Report every line of the listing below in which the string "lineCap" appears.
----------
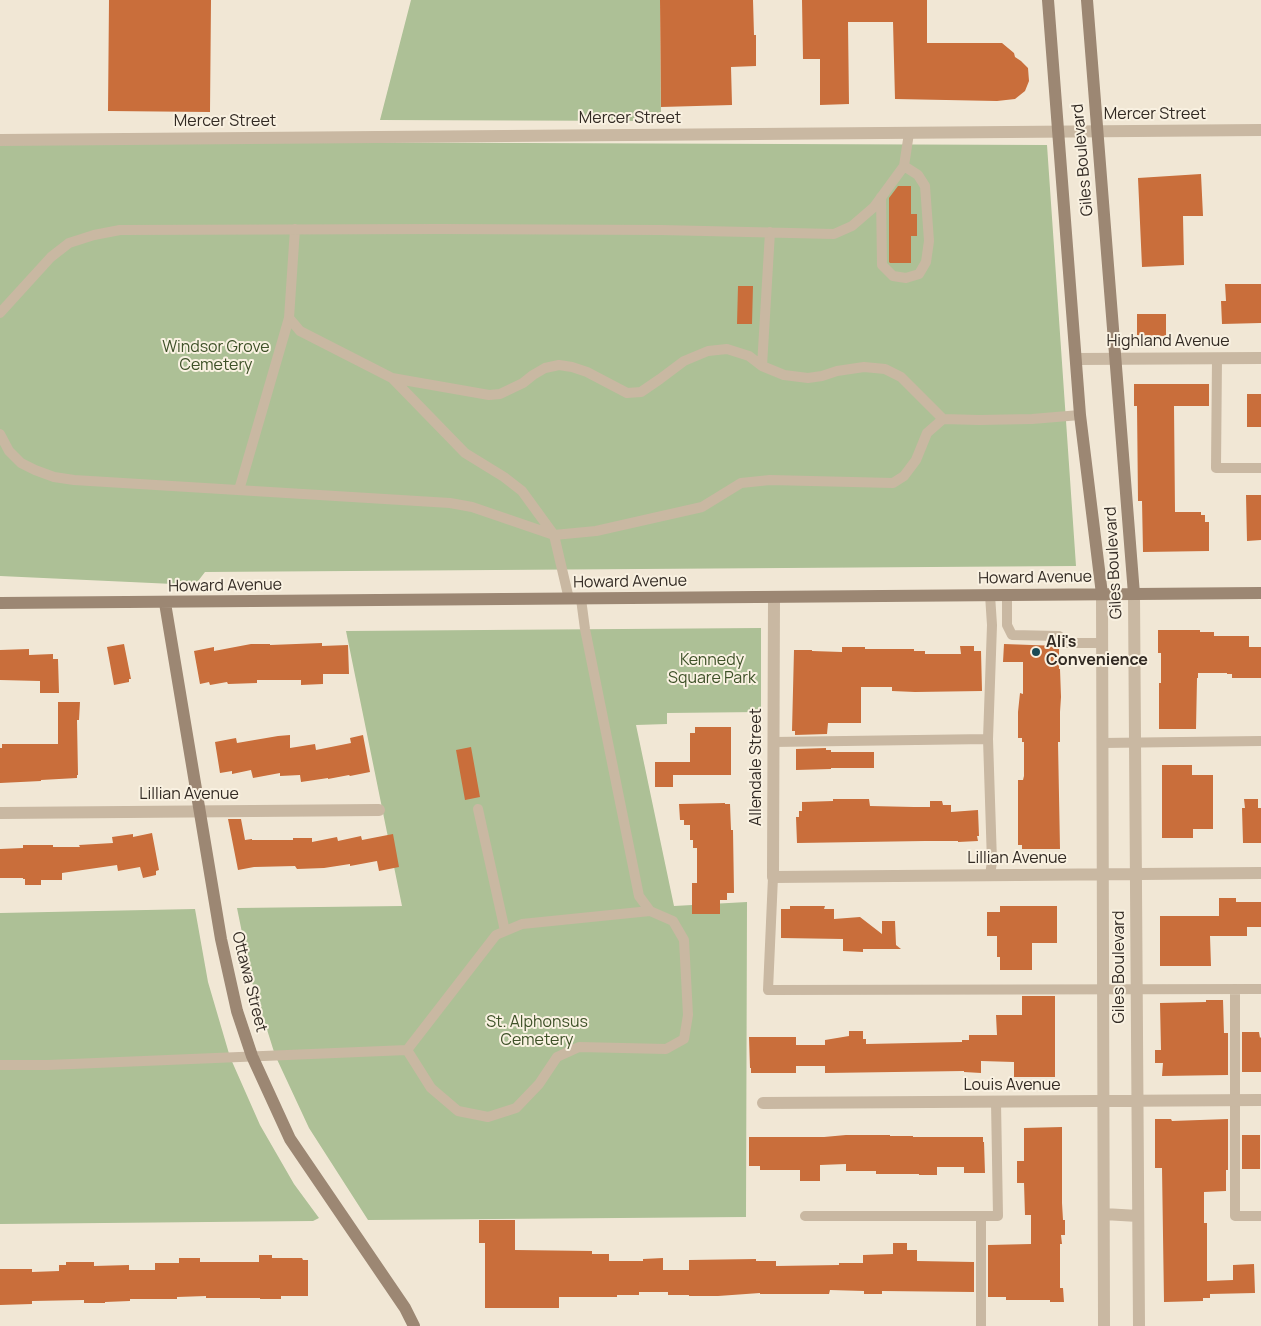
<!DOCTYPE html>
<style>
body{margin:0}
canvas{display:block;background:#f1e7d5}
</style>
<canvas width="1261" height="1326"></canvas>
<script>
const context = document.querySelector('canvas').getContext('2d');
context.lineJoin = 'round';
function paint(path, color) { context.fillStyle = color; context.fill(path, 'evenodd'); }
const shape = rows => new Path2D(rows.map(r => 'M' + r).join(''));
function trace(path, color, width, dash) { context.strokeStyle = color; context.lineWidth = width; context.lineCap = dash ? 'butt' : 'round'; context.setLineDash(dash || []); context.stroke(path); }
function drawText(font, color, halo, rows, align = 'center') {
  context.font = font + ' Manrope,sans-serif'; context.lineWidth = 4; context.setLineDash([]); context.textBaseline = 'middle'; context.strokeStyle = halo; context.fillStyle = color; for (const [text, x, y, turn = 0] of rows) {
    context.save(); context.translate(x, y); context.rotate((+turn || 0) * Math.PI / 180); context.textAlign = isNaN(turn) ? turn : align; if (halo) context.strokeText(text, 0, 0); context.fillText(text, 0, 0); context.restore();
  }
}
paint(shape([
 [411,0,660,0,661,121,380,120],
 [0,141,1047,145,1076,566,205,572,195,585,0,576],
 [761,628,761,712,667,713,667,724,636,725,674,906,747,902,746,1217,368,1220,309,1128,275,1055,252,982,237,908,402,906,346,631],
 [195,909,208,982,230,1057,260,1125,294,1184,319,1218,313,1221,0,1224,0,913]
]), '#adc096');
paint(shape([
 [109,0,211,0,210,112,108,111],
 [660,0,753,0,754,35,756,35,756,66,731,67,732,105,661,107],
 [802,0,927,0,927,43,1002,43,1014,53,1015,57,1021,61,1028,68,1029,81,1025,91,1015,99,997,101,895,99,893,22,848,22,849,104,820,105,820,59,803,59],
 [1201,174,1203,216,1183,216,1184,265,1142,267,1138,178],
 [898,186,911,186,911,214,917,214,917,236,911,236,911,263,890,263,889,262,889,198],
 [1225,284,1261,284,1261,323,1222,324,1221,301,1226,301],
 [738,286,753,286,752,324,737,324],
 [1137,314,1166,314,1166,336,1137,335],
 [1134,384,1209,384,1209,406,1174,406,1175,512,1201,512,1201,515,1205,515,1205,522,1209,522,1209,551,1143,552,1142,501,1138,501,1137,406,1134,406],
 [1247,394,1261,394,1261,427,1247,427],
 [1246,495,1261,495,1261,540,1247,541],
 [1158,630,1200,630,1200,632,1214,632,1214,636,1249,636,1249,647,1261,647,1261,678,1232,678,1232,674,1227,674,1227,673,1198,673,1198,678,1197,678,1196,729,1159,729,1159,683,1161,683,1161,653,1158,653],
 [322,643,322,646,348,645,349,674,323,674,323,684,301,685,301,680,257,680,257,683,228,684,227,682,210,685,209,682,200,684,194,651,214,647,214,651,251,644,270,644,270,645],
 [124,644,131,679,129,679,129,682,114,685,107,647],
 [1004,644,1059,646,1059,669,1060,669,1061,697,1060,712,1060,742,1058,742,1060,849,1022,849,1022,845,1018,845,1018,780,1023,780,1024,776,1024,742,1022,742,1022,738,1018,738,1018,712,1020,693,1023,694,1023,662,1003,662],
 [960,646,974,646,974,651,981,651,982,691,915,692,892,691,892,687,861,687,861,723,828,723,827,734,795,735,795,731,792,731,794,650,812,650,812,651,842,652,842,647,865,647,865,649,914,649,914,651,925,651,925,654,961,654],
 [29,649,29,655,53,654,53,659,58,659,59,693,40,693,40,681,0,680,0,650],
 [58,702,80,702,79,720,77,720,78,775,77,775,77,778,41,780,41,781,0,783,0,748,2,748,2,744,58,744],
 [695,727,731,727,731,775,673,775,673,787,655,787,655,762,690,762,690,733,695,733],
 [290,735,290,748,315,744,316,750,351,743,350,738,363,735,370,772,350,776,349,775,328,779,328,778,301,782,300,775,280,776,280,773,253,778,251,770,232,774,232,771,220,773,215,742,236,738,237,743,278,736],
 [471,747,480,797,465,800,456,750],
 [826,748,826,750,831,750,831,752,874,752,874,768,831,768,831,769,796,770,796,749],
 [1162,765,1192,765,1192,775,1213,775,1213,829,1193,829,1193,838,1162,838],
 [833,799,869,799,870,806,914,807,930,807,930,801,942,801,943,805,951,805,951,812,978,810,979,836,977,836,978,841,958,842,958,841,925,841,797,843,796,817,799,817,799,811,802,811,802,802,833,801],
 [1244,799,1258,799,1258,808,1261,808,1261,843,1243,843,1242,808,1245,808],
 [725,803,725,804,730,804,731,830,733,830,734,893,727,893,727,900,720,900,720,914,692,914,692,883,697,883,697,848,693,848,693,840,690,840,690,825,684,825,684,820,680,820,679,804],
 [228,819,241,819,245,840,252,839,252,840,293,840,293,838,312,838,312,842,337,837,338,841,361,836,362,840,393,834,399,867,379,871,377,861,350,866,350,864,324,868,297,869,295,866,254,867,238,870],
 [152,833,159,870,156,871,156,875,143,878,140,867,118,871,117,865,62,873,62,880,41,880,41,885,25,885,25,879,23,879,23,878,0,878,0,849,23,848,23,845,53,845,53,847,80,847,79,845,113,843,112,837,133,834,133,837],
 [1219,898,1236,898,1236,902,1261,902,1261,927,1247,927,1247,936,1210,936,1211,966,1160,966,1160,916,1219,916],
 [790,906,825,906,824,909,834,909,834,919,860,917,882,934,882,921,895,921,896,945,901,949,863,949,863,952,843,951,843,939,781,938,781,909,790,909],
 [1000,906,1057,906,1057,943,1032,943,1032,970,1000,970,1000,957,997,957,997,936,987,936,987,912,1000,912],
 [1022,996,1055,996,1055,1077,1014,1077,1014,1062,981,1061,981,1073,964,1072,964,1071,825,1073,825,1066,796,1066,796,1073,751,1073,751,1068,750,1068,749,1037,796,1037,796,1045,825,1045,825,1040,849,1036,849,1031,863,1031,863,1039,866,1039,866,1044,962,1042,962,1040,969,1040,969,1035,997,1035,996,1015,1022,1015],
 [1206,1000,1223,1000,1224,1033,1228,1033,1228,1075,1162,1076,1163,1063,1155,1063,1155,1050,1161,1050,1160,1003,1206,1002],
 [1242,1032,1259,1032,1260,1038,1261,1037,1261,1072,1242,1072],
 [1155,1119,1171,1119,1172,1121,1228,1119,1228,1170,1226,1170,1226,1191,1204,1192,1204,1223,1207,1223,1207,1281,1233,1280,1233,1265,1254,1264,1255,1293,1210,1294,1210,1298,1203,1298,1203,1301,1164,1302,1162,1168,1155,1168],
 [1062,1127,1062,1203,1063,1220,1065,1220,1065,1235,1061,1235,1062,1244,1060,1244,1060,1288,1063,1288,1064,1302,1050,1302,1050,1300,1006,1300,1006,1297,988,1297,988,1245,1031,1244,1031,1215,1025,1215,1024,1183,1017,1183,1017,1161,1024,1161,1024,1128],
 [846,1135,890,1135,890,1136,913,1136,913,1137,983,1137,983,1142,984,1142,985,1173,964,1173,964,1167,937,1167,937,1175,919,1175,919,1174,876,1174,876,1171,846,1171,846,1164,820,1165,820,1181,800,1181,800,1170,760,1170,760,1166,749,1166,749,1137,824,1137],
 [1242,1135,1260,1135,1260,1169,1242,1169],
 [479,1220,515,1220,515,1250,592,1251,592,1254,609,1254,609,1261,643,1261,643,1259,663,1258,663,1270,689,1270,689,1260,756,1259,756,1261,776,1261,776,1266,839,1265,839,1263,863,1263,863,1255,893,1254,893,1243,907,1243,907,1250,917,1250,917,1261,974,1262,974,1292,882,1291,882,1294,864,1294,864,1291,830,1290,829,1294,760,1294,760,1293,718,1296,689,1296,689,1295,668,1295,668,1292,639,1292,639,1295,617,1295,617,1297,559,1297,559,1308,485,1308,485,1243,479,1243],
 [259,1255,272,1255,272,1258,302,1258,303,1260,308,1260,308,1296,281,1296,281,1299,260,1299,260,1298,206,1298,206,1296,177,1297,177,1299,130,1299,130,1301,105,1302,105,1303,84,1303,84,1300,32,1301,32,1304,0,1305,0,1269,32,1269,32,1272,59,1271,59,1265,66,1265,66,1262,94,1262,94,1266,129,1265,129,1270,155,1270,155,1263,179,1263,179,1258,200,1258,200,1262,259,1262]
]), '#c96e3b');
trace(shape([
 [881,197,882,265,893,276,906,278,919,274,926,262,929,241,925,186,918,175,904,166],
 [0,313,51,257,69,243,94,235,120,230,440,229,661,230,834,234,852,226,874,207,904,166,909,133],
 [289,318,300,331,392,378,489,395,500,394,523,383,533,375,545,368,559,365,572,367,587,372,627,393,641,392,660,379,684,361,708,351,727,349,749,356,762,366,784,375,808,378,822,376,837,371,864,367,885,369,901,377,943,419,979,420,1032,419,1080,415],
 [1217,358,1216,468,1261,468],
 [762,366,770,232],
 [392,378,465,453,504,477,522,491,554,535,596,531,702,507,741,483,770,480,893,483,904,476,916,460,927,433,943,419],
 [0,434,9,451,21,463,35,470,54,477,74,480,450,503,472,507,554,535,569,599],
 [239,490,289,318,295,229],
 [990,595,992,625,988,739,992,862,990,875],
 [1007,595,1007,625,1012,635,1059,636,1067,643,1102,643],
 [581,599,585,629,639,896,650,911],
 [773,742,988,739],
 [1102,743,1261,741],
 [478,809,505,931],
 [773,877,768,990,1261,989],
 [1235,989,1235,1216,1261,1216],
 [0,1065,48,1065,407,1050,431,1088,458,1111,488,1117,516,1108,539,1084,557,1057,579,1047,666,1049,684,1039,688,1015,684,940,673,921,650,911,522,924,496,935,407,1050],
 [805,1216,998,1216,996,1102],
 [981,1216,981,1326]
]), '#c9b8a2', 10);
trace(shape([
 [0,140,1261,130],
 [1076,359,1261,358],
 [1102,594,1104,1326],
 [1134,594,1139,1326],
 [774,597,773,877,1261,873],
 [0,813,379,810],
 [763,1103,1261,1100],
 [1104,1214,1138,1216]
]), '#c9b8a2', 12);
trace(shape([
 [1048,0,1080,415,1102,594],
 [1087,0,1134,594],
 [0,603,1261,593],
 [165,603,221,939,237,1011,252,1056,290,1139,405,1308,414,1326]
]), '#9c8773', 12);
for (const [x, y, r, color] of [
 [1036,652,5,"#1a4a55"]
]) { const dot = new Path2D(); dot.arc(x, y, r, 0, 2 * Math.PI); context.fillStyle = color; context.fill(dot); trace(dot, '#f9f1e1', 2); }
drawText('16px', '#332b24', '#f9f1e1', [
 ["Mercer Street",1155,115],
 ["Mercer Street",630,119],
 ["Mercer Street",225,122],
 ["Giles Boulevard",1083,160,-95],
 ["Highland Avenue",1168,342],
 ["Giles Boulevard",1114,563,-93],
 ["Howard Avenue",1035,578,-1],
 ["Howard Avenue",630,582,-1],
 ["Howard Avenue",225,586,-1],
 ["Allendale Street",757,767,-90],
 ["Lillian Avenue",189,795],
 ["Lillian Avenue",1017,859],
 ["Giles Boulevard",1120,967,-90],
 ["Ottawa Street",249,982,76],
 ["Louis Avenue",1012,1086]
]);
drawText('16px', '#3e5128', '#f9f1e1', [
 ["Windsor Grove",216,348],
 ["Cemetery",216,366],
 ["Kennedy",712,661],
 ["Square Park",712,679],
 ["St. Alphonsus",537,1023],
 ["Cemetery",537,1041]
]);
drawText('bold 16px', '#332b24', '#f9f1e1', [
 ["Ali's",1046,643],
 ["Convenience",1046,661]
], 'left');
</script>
----------
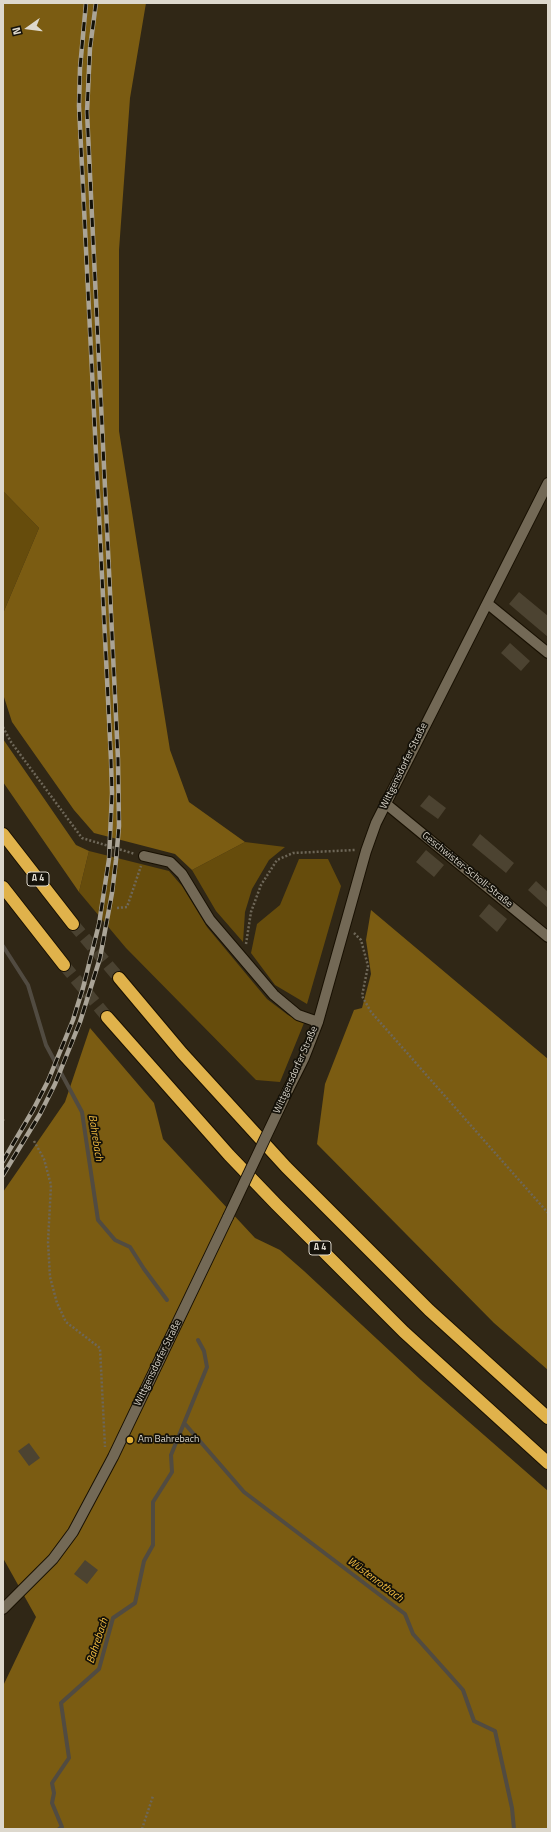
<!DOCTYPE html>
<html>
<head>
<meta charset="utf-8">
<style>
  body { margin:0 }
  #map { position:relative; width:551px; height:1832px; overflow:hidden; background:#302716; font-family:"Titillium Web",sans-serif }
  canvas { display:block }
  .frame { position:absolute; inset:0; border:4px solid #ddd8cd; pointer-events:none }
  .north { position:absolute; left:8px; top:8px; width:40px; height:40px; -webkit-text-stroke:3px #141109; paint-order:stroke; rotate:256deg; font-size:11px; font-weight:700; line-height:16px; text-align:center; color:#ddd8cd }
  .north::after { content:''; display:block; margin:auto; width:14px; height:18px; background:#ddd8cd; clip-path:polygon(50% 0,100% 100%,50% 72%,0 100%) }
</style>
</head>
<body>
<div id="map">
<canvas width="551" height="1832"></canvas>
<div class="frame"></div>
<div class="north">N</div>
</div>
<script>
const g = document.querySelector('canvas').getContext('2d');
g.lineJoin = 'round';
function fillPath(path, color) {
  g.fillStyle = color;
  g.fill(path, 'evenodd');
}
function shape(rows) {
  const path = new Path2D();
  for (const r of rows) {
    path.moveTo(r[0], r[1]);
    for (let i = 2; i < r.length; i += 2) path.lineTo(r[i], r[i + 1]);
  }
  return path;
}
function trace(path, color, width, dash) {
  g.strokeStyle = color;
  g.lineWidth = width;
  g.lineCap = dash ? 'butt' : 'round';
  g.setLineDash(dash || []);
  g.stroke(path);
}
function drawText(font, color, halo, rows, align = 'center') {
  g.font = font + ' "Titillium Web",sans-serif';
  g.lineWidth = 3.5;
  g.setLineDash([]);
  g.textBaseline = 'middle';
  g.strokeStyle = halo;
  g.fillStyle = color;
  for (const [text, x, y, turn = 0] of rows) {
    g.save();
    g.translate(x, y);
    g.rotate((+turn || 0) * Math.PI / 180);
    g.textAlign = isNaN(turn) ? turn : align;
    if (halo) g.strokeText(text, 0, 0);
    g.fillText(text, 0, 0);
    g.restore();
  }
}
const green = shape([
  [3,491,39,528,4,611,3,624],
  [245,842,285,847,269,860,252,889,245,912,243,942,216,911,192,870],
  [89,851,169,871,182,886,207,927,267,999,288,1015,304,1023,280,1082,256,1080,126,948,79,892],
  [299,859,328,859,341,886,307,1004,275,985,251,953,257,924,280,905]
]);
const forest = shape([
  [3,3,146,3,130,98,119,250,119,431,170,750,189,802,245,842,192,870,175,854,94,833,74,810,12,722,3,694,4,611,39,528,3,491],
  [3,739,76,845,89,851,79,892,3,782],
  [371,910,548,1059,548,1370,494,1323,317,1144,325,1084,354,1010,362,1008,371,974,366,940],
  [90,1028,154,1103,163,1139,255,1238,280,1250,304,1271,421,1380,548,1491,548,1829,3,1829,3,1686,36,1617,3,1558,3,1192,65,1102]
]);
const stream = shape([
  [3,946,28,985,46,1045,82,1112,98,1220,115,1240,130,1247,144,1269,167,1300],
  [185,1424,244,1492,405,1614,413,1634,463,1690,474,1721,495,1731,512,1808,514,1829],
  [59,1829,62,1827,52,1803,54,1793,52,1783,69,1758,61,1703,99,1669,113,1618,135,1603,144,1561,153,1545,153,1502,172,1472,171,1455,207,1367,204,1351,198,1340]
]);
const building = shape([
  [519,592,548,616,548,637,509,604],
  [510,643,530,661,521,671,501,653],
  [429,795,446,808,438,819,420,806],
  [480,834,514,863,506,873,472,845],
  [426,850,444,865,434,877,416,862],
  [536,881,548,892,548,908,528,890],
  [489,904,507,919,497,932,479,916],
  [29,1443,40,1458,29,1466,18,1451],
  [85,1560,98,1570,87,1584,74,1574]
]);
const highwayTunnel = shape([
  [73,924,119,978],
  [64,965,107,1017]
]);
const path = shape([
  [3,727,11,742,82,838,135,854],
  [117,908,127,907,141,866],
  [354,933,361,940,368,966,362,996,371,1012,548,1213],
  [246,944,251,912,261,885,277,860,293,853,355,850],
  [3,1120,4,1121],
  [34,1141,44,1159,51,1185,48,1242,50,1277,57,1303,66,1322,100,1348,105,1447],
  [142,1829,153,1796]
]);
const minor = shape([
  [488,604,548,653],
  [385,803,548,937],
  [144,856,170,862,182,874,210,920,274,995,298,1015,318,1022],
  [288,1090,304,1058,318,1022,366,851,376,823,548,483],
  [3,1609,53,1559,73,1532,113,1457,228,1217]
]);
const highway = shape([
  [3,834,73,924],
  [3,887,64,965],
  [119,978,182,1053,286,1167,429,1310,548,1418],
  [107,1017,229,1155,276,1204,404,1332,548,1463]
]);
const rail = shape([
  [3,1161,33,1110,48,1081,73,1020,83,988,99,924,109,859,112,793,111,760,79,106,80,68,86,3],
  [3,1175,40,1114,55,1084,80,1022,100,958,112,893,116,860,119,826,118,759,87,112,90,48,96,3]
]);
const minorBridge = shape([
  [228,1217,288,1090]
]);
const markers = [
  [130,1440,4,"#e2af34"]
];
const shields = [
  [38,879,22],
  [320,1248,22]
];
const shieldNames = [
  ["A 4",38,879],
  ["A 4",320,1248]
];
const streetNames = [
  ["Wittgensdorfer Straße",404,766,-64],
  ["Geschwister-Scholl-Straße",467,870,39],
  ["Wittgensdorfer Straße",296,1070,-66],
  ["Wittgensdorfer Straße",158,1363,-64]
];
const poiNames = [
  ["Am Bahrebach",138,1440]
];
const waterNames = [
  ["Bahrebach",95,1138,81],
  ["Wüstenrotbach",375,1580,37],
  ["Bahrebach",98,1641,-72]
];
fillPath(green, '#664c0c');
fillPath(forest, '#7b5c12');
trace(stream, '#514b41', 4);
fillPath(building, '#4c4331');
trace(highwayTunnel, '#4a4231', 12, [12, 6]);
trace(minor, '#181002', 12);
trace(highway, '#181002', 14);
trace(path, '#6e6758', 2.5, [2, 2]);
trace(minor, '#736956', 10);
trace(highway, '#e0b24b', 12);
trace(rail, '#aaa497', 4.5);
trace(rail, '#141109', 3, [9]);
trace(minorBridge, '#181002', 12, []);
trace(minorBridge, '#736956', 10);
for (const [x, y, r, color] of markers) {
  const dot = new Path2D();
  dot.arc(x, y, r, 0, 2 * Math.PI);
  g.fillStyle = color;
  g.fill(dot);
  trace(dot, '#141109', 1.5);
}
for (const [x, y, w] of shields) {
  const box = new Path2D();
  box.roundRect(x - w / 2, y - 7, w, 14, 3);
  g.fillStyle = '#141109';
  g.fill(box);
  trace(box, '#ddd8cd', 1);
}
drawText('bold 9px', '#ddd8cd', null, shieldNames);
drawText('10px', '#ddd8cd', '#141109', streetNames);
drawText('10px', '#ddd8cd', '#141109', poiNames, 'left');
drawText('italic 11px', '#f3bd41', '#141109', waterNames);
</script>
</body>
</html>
----------
• [Written response]:
function trace(path, color, width, dash) { context.strokeStyle = color; context.lineWidth = width; context.lineCap = dash ? 'butt' : 'round'; context.setLineDash(dash || []); context.stroke(path); }
  g.lineCap = dash ? 'butt' : 'round';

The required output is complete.